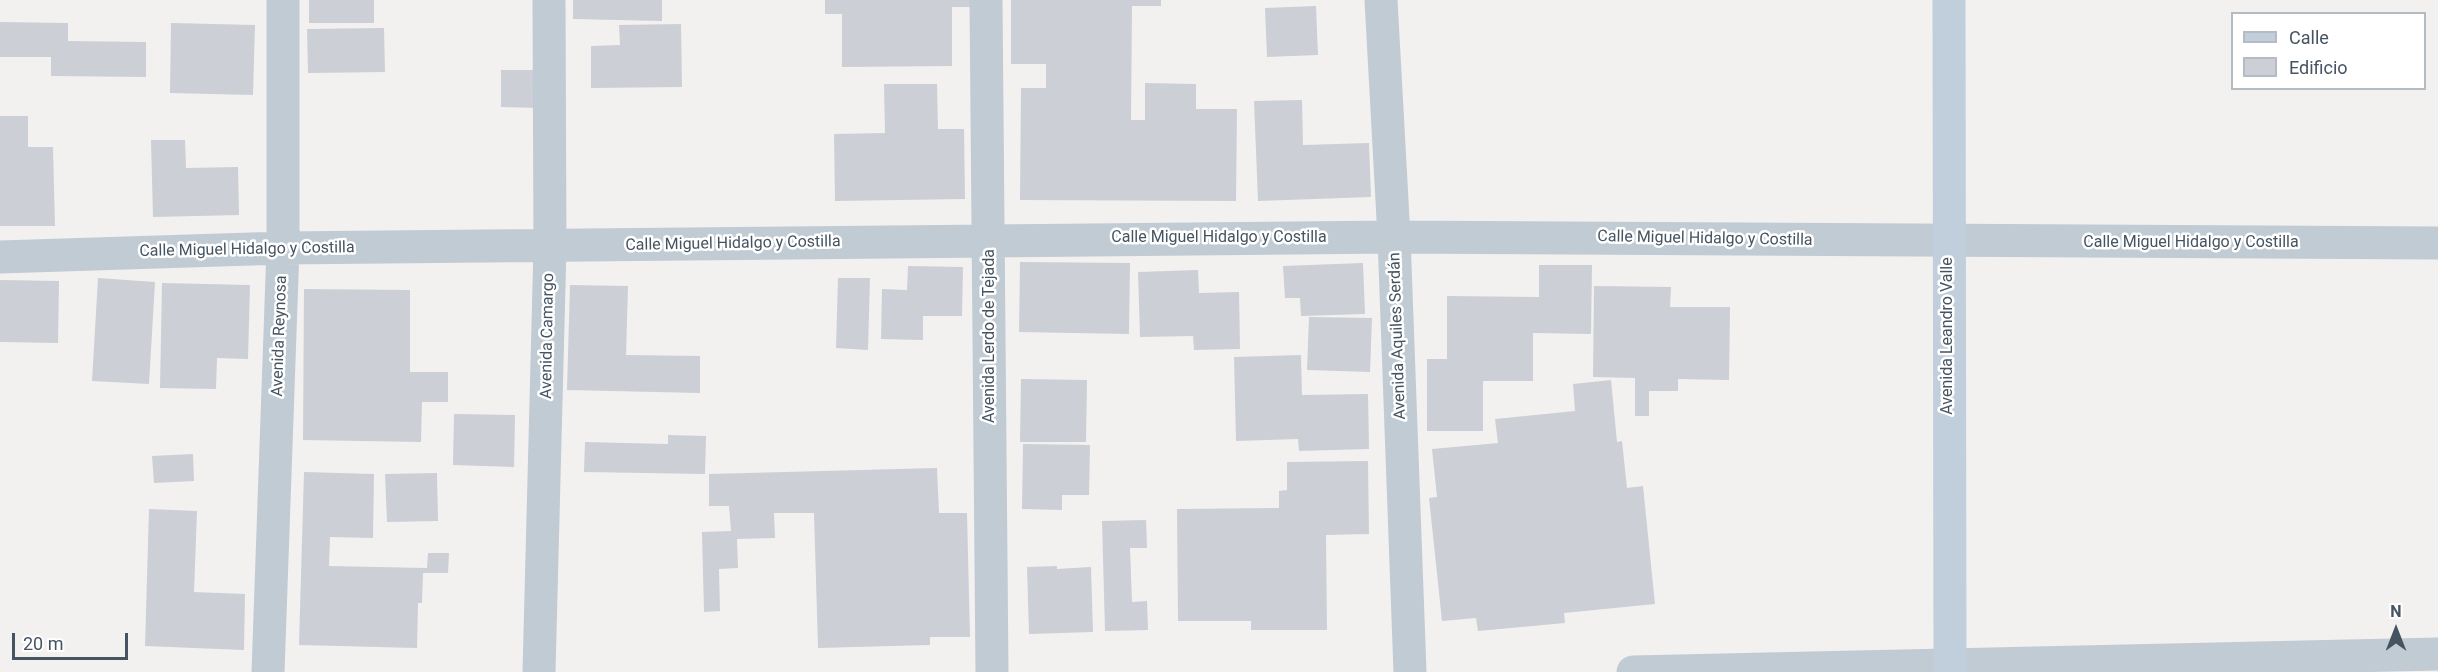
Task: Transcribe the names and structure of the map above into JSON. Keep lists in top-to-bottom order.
{
  "streets": {
    "street": [
      "Calle Miguel Hidalgo y Costilla",
      "Avenida Reynosa",
      "Avenida Camargo",
      "Avenida Lerdo de Tejada",
      "Avenida Aquiles Serdán",
      "Avenida Leandro Valle"
    ]
  },
  "crossings": [
    ["Calle Miguel Hidalgo y Costilla", "Avenida Reynosa"],
    ["Calle Miguel Hidalgo y Costilla", "Avenida Camargo"],
    ["Calle Miguel Hidalgo y Costilla", "Avenida Lerdo de Tejada"],
    ["Calle Miguel Hidalgo y Costilla", "Avenida Aquiles Serdán"],
    ["Calle Miguel Hidalgo y Costilla", "Avenida Leandro Valle"]
  ],
  "legend": ["Calle", "Edificio"],
  "scale_bar": "20 m",
  "north": "top"
}
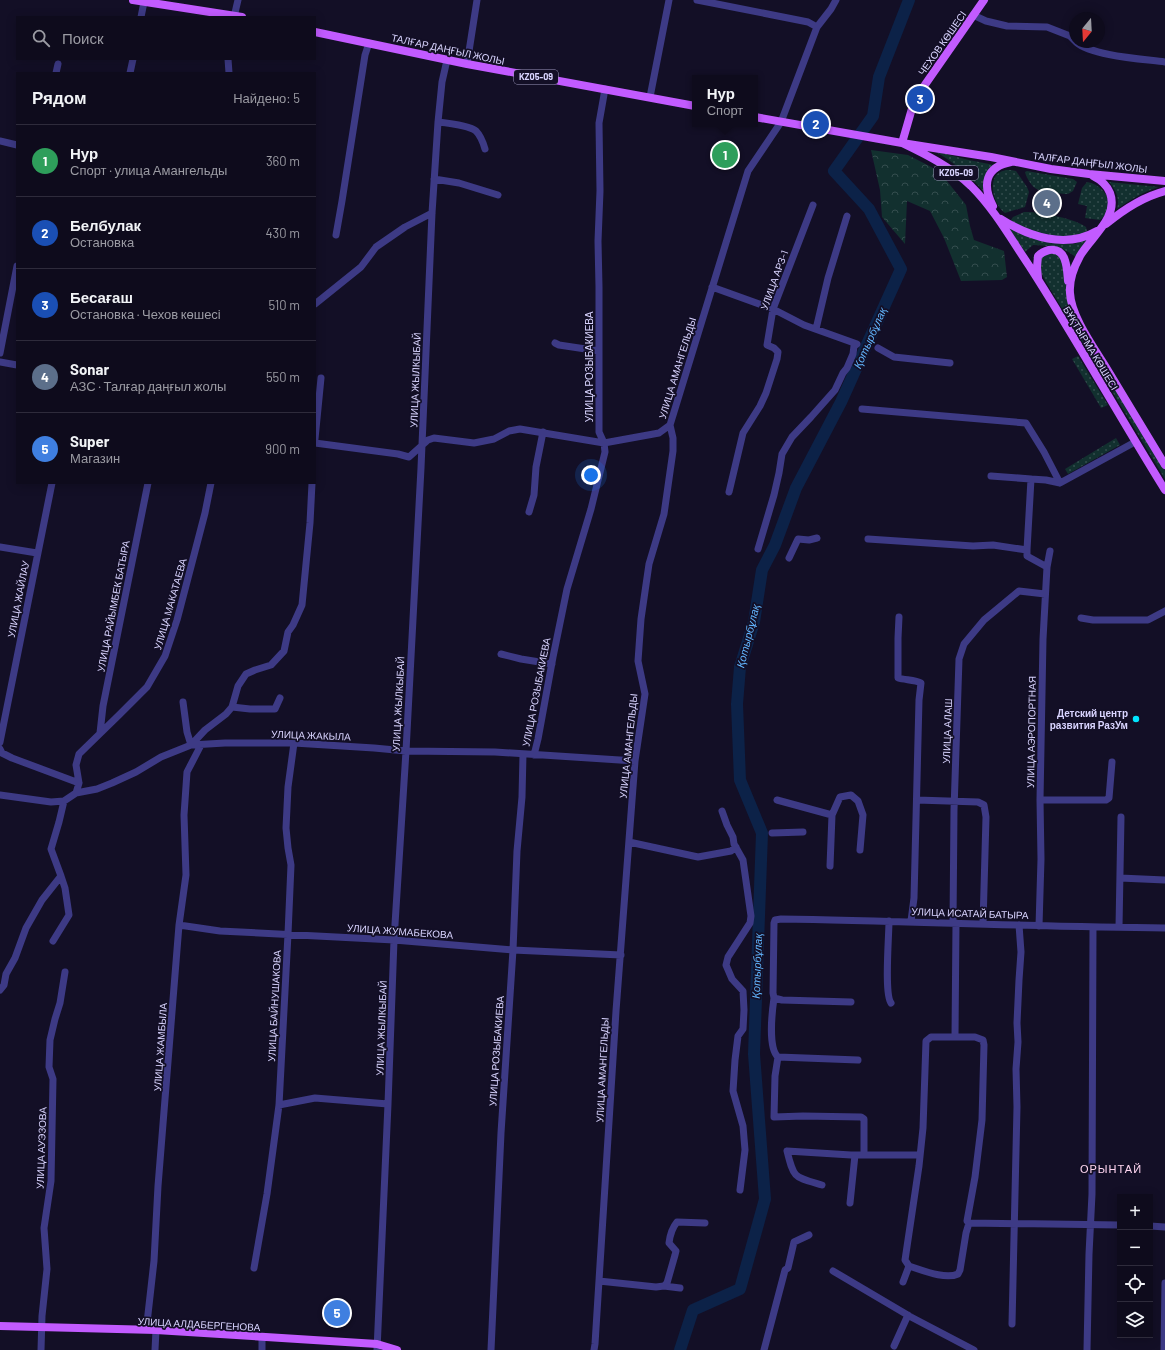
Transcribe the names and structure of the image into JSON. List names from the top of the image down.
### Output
{
  "streets": {
    "main road": [
      "ЧЕХОВ КӨШЕСІ",
      "ТАЛҒАР ДАҢҒЫЛ ЖОЛЫ",
      "KZ05-09",
      "БҰҚТЫРМА КӨШЕСІ",
      "УЛИЦА АЛДАБЕРГЕНОВА"
    ],
    "street": [
      "УЛИЦА АРЗ-1",
      "УЛИЦА РОЗЫБАКИЕВА",
      "УЛИЦА АМАНГЕЛЬДЫ",
      "УЛИЦА ЖЫЛКЫБАЙ",
      "УЛИЦА ЖАЙЛАУ",
      "УЛИЦА МАКАТАЕВА",
      "УЛИЦА РАЙЫМБЕК БАТЫРА",
      "УЛИЦА АЛАШ",
      "УЛИЦА АЭРОПОРТНАЯ",
      "УЛИЦА ЖАКЫЛА",
      "УЛИЦА ИСАТАЙ БАТЫРА",
      "УЛИЦА ЖУМАБЕКОВА",
      "УЛИЦА БАЙНУШАКОВА",
      "УЛИЦА ЖАМБЫЛА",
      "УЛИЦА АУЭЗОВА"
    ]
  },
  "crossings": [
    ["ЧЕХОВ КӨШЕСІ", "ТАЛҒАР ДАҢҒЫЛ ЖОЛЫ"],
    ["ТАЛҒАР ДАҢҒЫЛ ЖОЛЫ", "KZ05-09"],
    ["ТАЛҒАР ДАҢҒЫЛ ЖОЛЫ", "БҰҚТЫРМА КӨШЕСІ"],
    ["ТАЛҒАР ДАҢҒЫЛ ЖОЛЫ", "УЛИЦА РОЗЫБАКИЕВА"],
    ["ТАЛҒАР ДАҢҒЫЛ ЖОЛЫ", "УЛИЦА АМАНГЕЛЬДЫ"],
    ["ТАЛҒАР ДАҢҒЫЛ ЖОЛЫ", "УЛИЦА ЖЫЛКЫБАЙ"],
    ["KZ05-09", "БҰҚТЫРМА КӨШЕСІ"],
    ["УЛИЦА РОЗЫБАКИЕВА", "УЛИЦА ЖАКЫЛА"],
    ["УЛИЦА РОЗЫБАКИЕВА", "УЛИЦА ЖУМАБЕКОВА"],
    ["УЛИЦА АМАНГЕЛЬДЫ", "УЛИЦА ЖАКЫЛА"],
    ["УЛИЦА АМАНГЕЛЬДЫ", "УЛИЦА ЖУМАБЕКОВА"],
    ["УЛИЦА ЖЫЛКЫБАЙ", "УЛИЦА ЖАКЫЛА"],
    ["УЛИЦА ЖЫЛКЫБАЙ", "УЛИЦА ЖУМАБЕКОВА"],
    ["УЛИЦА ЖЫЛКЫБАЙ", "УЛИЦА АЛДАБЕРГЕНОВА"],
    ["УЛИЦА МАКАТАЕВА", "УЛИЦА РАЙЫМБЕК БАТЫРА"],
    ["УЛИЦА МАКАТАЕВА", "УЛИЦА ЖАКЫЛА"],
    ["УЛИЦА АЛАШ", "УЛИЦА АЭРОПОРТНАЯ"],
    ["УЛИЦА АЛАШ", "УЛИЦА ИСАТАЙ БАТЫРА"],
    ["УЛИЦА АЭРОПОРТНАЯ", "УЛИЦА ИСАТАЙ БАТЫРА"],
    ["УЛИЦА ЖАКЫЛА", "УЛИЦА БАЙНУШАКОВА"],
    ["УЛИЦА ЖАКЫЛА", "УЛИЦА ЖАМБЫЛА"],
    ["УЛИЦА ЖУМАБЕКОВА", "УЛИЦА БАЙНУШАКОВА"],
    ["УЛИЦА ЖУМАБЕКОВА", "УЛИЦА ЖАМБЫЛА"],
    ["УЛИЦА ЖАМБЫЛА", "УЛИЦА АЛДАБЕРГЕНОВА"],
    ["УЛИЦА АУЭЗОВА", "УЛИЦА АЛДАБЕРГЕНОВА"]
  ],
  "districts": ["ОРЫНТАЙ"],
  "water": ["Қотырбұлақ"],
  "places": ["Детский центр развития РазУм"],
  "north": "bottom",
  "page": {
    "search": "Поиск",
    "heading": ["Рядом", "Найдено: 5"],
    "popup": ["Нур", "Спорт"],
    "pins": [
      "3",
      "2",
      "1",
      "4",
      "5"
    ],
    "list": [
      {
        "mark": "1",
        "name": "Нур",
        "note": "Спорт · улица Амангельды",
        "value": "360 m"
      },
      {
        "mark": "2",
        "name": "Белбулак",
        "note": "Остановка",
        "value": "430 m"
      },
      {
        "mark": "3",
        "name": "Бесағаш",
        "note": "Остановка · Чехов көшесі",
        "value": "510 m"
      },
      {
        "mark": "4",
        "name": "Sonar",
        "note": "АЗС · Талғар даңғыл жолы",
        "value": "550 m"
      },
      {
        "mark": "5",
        "name": "Super",
        "note": "Магазин",
        "value": "900 m"
      }
    ],
    "map_buttons": ["+", "−"]
  }
}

Exercise objective: Omit the pictures; restate every entry word for word.

Exercise response:
Task: Transcribe the names and structure of the map above into JSON. Keep lists in top-to-bottom order.
{
  "streets": {
    "street": [
      "Calle Miguel Hidalgo y Costilla",
      "Avenida Reynosa",
      "Avenida Camargo",
      "Avenida Lerdo de Tejada",
      "Avenida Aquiles Serdán",
      "Avenida Leandro Valle"
    ]
  },
  "crossings": [
    ["Calle Miguel Hidalgo y Costilla", "Avenida Reynosa"],
    ["Calle Miguel Hidalgo y Costilla", "Avenida Camargo"],
    ["Calle Miguel Hidalgo y Costilla", "Avenida Lerdo de Tejada"],
    ["Calle Miguel Hidalgo y Costilla", "Avenida Aquiles Serdán"],
    ["Calle Miguel Hidalgo y Costilla", "Avenida Leandro Valle"]
  ],
  "legend": ["Calle", "Edificio"],
  "scale_bar": "20 m",
  "north": "top"
}
Transcribe the names and structure of the image into JSON. List names from the top of the image down.
### Output
{
  "streets": {
    "main road": [
      "ЧЕХОВ КӨШЕСІ",
      "ТАЛҒАР ДАҢҒЫЛ ЖОЛЫ",
      "KZ05-09",
      "БҰҚТЫРМА КӨШЕСІ",
      "УЛИЦА АЛДАБЕРГЕНОВА"
    ],
    "street": [
      "УЛИЦА АРЗ-1",
      "УЛИЦА РОЗЫБАКИЕВА",
      "УЛИЦА АМАНГЕЛЬДЫ",
      "УЛИЦА ЖЫЛКЫБАЙ",
      "УЛИЦА ЖАЙЛАУ",
      "УЛИЦА МАКАТАЕВА",
      "УЛИЦА РАЙЫМБЕК БАТЫРА",
      "УЛИЦА АЛАШ",
      "УЛИЦА АЭРОПОРТНАЯ",
      "УЛИЦА ЖАКЫЛА",
      "УЛИЦА ИСАТАЙ БАТЫРА",
      "УЛИЦА ЖУМАБЕКОВА",
      "УЛИЦА БАЙНУШАКОВА",
      "УЛИЦА ЖАМБЫЛА",
      "УЛИЦА АУЭЗОВА"
    ]
  },
  "crossings": [
    ["ЧЕХОВ КӨШЕСІ", "ТАЛҒАР ДАҢҒЫЛ ЖОЛЫ"],
    ["ТАЛҒАР ДАҢҒЫЛ ЖОЛЫ", "KZ05-09"],
    ["ТАЛҒАР ДАҢҒЫЛ ЖОЛЫ", "БҰҚТЫРМА КӨШЕСІ"],
    ["ТАЛҒАР ДАҢҒЫЛ ЖОЛЫ", "УЛИЦА РОЗЫБАКИЕВА"],
    ["ТАЛҒАР ДАҢҒЫЛ ЖОЛЫ", "УЛИЦА АМАНГЕЛЬДЫ"],
    ["ТАЛҒАР ДАҢҒЫЛ ЖОЛЫ", "УЛИЦА ЖЫЛКЫБАЙ"],
    ["KZ05-09", "БҰҚТЫРМА КӨШЕСІ"],
    ["УЛИЦА РОЗЫБАКИЕВА", "УЛИЦА ЖАКЫЛА"],
    ["УЛИЦА РОЗЫБАКИЕВА", "УЛИЦА ЖУМАБЕКОВА"],
    ["УЛИЦА АМАНГЕЛЬДЫ", "УЛИЦА ЖАКЫЛА"],
    ["УЛИЦА АМАНГЕЛЬДЫ", "УЛИЦА ЖУМАБЕКОВА"],
    ["УЛИЦА ЖЫЛКЫБАЙ", "УЛИЦА ЖАКЫЛА"],
    ["УЛИЦА ЖЫЛКЫБАЙ", "УЛИЦА ЖУМАБЕКОВА"],
    ["УЛИЦА ЖЫЛКЫБАЙ", "УЛИЦА АЛДАБЕРГЕНОВА"],
    ["УЛИЦА МАКАТАЕВА", "УЛИЦА РАЙЫМБЕК БАТЫРА"],
    ["УЛИЦА МАКАТАЕВА", "УЛИЦА ЖАКЫЛА"],
    ["УЛИЦА АЛАШ", "УЛИЦА АЭРОПОРТНАЯ"],
    ["УЛИЦА АЛАШ", "УЛИЦА ИСАТАЙ БАТЫРА"],
    ["УЛИЦА АЭРОПОРТНАЯ", "УЛИЦА ИСАТАЙ БАТЫРА"],
    ["УЛИЦА ЖАКЫЛА", "УЛИЦА БАЙНУШАКОВА"],
    ["УЛИЦА ЖАКЫЛА", "УЛИЦА ЖАМБЫЛА"],
    ["УЛИЦА ЖУМАБЕКОВА", "УЛИЦА БАЙНУШАКОВА"],
    ["УЛИЦА ЖУМАБЕКОВА", "УЛИЦА ЖАМБЫЛА"],
    ["УЛИЦА ЖАМБЫЛА", "УЛИЦА АЛДАБЕРГЕНОВА"],
    ["УЛИЦА АУЭЗОВА", "УЛИЦА АЛДАБЕРГЕНОВА"]
  ],
  "districts": ["ОРЫНТАЙ"],
  "water": ["Қотырбұлақ"],
  "places": ["Детский центр развития РазУм"],
  "north": "bottom",
  "page": {
    "search": "Поиск",
    "heading": ["Рядом", "Найдено: 5"],
    "popup": ["Нур", "Спорт"],
    "pins": [
      "3",
      "2",
      "1",
      "4",
      "5"
    ],
    "list": [
      {
        "mark": "1",
        "name": "Нур",
        "note": "Спорт · улица Амангельды",
        "value": "360 m"
      },
      {
        "mark": "2",
        "name": "Белбулак",
        "note": "Остановка",
        "value": "430 m"
      },
      {
        "mark": "3",
        "name": "Бесағаш",
        "note": "Остановка · Чехов көшесі",
        "value": "510 m"
      },
      {
        "mark": "4",
        "name": "Sonar",
        "note": "АЗС · Талғар даңғыл жолы",
        "value": "550 m"
      },
      {
        "mark": "5",
        "name": "Super",
        "note": "Магазин",
        "value": "900 m"
      }
    ],
    "map_buttons": ["+", "−"]
  }
}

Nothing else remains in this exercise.